──────── RECORD EXCERPTS ────────
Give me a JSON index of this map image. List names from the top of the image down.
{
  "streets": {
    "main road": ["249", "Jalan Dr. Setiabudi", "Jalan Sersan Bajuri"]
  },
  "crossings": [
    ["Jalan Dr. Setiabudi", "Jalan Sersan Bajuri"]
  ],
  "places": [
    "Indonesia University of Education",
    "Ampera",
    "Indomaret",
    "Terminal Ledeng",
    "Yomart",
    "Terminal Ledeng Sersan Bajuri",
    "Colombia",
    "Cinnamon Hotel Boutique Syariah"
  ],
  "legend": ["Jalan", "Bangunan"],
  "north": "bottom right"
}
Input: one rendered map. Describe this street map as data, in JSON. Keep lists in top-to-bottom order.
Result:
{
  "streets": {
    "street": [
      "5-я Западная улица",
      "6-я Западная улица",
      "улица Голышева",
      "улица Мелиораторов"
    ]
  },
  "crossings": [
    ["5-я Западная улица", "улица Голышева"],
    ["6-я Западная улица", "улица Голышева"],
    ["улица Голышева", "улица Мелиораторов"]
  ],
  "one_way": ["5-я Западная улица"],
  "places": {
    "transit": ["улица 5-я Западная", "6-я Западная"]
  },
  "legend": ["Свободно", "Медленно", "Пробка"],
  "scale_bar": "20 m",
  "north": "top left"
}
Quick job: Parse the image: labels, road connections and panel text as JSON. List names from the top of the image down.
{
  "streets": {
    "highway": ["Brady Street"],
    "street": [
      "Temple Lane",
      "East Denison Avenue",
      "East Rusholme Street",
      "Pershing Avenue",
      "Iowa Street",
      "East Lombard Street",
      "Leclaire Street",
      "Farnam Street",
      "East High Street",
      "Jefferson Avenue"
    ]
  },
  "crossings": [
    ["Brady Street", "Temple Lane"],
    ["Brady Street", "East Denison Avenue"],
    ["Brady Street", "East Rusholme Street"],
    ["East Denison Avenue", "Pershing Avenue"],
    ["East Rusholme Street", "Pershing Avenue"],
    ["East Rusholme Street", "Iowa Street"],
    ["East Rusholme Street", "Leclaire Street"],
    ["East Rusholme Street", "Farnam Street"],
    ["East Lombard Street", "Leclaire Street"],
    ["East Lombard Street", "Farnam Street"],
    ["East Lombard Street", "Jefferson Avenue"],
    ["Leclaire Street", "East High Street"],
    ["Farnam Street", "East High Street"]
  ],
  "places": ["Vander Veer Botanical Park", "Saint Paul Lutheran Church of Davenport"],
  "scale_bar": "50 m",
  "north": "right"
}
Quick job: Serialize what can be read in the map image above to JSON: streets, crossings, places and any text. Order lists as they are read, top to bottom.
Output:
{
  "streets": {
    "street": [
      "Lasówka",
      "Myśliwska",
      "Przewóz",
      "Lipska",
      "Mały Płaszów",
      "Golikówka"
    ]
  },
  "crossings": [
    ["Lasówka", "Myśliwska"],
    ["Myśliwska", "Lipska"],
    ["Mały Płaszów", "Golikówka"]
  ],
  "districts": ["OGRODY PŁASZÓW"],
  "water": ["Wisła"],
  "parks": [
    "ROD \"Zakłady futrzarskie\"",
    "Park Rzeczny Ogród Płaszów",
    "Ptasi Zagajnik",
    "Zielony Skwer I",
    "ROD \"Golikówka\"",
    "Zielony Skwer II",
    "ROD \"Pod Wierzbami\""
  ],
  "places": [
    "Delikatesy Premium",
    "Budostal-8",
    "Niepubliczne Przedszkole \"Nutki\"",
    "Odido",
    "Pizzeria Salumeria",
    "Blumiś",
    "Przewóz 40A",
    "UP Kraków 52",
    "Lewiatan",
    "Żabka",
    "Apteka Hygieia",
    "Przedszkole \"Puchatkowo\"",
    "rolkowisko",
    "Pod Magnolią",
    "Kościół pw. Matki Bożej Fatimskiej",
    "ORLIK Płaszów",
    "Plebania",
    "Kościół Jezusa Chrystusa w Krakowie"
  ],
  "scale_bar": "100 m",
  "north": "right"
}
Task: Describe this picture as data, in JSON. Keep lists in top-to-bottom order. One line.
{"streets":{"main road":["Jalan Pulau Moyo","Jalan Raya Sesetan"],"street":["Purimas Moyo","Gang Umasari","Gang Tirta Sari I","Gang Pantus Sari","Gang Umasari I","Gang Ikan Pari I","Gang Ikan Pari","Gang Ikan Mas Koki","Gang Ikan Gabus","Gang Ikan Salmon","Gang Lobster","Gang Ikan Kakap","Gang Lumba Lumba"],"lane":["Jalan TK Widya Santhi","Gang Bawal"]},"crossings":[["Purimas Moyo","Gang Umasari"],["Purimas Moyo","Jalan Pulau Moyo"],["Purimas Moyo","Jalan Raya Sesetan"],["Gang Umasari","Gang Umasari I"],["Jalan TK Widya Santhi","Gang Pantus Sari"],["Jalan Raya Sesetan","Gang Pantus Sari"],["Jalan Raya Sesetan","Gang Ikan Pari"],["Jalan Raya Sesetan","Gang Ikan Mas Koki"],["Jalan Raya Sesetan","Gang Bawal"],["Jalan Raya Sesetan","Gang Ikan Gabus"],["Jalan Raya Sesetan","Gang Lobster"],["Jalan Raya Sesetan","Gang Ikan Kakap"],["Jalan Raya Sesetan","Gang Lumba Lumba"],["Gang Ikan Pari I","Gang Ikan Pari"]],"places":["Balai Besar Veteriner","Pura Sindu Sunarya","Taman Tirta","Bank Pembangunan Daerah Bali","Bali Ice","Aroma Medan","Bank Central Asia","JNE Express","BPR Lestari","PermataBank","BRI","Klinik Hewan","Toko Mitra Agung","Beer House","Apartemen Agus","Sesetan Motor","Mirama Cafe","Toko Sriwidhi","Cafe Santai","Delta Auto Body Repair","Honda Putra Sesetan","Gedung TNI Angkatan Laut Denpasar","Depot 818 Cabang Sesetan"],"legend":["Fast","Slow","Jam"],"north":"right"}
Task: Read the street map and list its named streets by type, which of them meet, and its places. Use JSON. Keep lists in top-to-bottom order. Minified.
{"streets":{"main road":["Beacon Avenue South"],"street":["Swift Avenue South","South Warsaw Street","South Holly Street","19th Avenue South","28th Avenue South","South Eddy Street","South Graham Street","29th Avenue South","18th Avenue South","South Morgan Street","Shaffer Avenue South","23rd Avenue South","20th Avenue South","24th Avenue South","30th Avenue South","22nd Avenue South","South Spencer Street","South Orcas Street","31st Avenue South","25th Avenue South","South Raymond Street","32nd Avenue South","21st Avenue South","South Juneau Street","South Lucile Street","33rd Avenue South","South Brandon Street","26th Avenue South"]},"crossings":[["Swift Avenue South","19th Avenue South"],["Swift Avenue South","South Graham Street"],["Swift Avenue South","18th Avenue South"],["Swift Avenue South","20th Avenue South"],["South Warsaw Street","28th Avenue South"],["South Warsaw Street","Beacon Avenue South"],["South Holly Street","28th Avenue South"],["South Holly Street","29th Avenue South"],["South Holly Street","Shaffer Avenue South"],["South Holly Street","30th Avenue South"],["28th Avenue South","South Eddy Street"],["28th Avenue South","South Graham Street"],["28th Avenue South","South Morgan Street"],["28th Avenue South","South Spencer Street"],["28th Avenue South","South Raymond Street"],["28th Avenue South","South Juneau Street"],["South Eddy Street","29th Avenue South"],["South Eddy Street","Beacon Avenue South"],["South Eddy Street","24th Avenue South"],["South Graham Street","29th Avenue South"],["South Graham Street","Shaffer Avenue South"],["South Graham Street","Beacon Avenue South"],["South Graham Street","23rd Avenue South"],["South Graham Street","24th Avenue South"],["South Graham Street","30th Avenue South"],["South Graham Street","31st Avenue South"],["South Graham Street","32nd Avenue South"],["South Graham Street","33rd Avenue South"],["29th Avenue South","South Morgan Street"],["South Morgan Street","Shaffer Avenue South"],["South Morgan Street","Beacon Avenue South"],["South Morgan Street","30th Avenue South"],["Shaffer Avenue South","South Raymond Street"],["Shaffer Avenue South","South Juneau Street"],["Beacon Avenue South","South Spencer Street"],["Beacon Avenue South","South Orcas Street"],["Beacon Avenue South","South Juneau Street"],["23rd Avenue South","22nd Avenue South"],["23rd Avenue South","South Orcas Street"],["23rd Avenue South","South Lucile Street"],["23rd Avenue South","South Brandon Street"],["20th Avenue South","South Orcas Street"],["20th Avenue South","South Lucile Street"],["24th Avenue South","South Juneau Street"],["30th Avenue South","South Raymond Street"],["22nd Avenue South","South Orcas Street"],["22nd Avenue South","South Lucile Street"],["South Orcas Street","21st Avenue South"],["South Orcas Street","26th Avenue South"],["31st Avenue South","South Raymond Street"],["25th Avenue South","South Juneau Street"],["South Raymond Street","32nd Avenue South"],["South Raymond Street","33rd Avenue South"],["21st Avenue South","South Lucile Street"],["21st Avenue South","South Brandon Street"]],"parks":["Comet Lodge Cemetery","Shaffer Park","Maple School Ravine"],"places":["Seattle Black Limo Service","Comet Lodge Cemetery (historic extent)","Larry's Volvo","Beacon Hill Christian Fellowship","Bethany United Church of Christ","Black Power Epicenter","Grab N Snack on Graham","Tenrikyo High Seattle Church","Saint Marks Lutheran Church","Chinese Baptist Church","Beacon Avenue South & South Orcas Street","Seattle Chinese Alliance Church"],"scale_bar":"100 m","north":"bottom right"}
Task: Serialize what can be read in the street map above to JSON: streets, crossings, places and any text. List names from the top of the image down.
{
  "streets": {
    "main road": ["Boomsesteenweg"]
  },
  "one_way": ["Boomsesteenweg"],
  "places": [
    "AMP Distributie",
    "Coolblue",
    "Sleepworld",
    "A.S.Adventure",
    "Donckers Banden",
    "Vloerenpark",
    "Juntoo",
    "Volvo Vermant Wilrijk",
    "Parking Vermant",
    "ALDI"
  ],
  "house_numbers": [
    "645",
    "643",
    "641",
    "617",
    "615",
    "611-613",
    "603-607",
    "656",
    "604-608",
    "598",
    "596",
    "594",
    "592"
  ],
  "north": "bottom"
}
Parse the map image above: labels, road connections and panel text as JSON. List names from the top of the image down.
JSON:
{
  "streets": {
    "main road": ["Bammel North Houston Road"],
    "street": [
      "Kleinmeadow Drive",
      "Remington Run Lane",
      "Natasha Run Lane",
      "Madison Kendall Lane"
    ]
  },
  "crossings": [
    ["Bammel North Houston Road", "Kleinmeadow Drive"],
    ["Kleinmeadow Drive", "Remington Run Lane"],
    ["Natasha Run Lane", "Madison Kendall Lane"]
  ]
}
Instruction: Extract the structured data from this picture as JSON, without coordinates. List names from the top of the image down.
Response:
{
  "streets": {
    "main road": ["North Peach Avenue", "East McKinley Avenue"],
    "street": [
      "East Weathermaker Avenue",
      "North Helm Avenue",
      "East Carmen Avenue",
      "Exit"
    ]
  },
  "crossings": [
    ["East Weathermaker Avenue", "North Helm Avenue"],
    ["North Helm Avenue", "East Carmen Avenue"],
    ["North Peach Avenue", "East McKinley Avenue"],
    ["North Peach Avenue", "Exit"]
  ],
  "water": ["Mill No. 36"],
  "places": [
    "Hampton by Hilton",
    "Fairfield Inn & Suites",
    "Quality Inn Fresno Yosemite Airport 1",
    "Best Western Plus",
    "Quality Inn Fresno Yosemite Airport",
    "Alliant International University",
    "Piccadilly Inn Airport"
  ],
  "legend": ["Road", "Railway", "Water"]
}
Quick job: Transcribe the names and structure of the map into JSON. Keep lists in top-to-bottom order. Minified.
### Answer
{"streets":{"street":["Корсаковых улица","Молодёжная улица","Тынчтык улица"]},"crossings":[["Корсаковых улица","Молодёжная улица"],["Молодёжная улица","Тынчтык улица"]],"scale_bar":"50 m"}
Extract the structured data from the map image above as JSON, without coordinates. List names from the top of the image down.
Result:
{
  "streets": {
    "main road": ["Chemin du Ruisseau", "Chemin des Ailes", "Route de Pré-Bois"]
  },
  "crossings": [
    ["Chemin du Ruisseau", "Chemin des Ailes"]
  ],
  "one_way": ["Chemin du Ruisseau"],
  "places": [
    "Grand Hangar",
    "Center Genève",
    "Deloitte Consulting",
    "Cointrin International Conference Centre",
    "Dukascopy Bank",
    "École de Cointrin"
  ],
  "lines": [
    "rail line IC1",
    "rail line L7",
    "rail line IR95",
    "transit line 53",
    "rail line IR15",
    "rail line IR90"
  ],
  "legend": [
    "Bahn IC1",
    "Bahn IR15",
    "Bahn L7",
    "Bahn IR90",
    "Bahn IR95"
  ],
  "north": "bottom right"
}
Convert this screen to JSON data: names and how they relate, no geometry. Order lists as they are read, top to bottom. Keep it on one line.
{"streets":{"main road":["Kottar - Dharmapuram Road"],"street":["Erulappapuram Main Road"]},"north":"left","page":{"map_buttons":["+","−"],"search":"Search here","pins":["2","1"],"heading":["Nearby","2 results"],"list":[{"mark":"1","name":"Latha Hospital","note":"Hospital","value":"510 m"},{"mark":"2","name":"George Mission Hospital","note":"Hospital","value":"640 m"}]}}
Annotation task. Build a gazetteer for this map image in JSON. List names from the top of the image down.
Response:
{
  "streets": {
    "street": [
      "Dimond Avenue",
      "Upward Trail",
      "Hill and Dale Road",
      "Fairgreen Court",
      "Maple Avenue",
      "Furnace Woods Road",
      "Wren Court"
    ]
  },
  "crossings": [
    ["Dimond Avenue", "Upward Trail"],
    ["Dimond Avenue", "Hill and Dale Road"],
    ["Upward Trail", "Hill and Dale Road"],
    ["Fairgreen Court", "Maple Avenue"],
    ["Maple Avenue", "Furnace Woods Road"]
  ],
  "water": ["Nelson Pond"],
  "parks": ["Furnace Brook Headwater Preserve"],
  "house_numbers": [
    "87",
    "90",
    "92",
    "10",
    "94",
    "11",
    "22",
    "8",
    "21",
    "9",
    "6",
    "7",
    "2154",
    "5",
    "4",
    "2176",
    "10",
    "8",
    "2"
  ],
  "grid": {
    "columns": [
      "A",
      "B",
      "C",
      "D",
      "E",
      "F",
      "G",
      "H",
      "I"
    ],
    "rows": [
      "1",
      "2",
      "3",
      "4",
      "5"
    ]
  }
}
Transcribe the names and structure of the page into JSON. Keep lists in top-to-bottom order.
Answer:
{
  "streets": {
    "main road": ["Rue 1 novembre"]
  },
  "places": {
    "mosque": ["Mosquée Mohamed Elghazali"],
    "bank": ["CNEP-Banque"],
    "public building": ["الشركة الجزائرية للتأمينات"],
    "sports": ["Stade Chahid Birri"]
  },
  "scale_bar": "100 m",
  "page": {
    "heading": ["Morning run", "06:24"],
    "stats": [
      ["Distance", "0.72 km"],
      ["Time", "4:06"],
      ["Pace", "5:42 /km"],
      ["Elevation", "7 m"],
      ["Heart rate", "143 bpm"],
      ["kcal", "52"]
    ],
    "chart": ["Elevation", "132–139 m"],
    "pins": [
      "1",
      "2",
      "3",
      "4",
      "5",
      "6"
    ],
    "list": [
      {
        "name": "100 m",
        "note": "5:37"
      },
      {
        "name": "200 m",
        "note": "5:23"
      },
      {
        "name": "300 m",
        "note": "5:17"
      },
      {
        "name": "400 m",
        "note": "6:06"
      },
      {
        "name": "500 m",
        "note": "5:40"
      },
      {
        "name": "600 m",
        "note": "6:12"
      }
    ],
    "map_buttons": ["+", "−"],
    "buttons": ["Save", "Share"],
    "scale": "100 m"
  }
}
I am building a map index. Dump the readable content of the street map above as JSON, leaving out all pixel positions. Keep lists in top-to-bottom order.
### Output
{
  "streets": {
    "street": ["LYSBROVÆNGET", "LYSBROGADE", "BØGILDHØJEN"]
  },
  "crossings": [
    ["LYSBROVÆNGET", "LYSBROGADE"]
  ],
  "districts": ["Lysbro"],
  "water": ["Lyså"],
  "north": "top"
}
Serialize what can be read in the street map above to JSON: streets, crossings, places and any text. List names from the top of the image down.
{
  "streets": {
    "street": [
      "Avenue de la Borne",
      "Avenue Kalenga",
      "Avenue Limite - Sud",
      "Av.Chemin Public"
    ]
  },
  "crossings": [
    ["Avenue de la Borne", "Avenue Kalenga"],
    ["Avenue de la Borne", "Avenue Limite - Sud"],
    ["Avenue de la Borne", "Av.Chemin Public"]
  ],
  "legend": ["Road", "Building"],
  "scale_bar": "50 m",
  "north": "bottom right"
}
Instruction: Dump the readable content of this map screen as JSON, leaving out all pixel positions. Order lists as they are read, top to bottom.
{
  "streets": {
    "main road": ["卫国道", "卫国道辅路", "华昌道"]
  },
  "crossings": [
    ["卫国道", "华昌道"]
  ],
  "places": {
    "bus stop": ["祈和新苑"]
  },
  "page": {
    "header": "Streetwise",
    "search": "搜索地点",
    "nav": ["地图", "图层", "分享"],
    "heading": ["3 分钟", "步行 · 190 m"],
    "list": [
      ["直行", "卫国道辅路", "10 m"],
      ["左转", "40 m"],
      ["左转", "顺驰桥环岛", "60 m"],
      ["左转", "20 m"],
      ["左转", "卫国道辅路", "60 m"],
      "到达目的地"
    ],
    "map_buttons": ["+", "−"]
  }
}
────────
PROMPT:
Transcribe, exactly and without additions, the lines of the records above, beginning with the line that contains "Convert this screen" and ending with the line that contains "Annotation task. Build", both included.

WRITTEN SOLUTION:
Convert this screen to JSON data: names and how they relate, no geometry. Order lists as they are read, top to bottom. Keep it on one line.
{"streets":{"main road":["Kottar - Dharmapuram Road"],"street":["Erulappapuram Main Road"]},"north":"left","page":{"map_buttons":["+","−"],"search":"Search here","pins":["2","1"],"heading":["Nearby","2 results"],"list":[{"mark":"1","name":"Latha Hospital","note":"Hospital","value":"510 m"},{"mark":"2","name":"George Mission Hospital","note":"Hospital","value":"640 m"}]}}
Annotation task. Build a gazetteer for this map image in JSON. List names from the top of the image down.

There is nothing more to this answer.